=== Work required ===
The word "Road" occurs in some of the lines below; copy each of those lines.

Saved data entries

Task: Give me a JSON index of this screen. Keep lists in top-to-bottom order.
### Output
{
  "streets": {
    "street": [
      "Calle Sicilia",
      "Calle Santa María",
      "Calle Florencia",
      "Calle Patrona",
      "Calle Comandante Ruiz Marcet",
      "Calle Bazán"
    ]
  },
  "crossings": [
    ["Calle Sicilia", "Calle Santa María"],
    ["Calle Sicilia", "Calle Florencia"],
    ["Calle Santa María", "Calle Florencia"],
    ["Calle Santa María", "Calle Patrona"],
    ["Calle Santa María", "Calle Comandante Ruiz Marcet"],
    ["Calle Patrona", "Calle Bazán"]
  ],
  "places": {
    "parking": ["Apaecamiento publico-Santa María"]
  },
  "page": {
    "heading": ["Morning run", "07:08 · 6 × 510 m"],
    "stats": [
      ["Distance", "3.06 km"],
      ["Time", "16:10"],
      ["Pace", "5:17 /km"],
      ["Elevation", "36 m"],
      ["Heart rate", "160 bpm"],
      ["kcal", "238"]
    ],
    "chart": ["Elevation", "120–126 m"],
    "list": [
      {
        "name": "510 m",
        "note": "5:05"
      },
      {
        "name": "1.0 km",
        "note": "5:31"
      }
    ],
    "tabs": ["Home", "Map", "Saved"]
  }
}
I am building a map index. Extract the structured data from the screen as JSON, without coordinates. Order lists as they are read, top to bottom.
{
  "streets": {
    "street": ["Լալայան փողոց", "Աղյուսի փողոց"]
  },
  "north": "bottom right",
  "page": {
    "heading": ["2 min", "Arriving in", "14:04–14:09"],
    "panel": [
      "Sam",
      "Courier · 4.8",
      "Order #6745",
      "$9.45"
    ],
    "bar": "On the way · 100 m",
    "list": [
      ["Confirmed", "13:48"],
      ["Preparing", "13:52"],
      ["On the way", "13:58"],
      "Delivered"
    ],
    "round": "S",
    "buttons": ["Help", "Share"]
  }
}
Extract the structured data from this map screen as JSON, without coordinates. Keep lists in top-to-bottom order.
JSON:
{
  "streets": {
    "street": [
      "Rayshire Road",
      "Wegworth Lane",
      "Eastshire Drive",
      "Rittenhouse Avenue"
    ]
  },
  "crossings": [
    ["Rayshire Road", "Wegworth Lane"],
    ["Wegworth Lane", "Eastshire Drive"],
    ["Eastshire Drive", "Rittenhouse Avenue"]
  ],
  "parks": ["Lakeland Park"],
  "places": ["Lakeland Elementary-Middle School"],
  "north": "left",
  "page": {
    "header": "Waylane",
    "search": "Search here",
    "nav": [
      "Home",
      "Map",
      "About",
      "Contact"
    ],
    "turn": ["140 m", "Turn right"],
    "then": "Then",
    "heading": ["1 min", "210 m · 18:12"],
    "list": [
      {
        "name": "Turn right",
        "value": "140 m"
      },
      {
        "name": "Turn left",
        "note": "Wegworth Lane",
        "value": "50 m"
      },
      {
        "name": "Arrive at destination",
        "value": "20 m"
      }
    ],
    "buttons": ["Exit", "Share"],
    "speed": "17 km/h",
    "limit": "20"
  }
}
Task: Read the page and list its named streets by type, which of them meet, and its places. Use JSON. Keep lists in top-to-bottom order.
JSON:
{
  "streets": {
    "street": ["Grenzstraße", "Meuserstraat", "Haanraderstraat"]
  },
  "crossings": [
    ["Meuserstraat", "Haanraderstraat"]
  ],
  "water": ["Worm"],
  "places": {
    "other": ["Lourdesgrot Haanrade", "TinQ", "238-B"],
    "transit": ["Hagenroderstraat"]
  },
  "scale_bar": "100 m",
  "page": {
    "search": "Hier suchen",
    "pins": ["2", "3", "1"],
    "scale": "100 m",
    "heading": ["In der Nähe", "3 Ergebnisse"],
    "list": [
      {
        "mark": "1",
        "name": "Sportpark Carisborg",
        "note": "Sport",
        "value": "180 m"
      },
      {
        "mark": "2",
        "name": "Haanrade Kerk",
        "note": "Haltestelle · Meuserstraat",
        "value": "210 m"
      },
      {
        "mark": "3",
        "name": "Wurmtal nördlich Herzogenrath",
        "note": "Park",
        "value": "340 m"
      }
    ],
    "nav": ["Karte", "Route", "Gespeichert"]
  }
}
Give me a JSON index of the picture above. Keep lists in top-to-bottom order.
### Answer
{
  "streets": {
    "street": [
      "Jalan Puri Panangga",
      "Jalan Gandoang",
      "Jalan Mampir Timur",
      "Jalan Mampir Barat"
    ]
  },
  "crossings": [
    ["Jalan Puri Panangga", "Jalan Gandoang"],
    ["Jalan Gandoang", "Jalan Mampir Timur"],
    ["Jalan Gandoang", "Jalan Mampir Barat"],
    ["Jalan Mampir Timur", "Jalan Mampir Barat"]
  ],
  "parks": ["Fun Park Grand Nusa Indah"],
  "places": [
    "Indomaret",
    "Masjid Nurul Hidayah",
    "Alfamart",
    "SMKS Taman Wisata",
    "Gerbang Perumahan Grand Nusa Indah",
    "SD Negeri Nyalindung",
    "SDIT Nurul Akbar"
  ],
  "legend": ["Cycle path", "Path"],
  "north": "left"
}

=== Finished task ===
      "Rayshire Road",
    ["Rayshire Road", "Wegworth Lane"],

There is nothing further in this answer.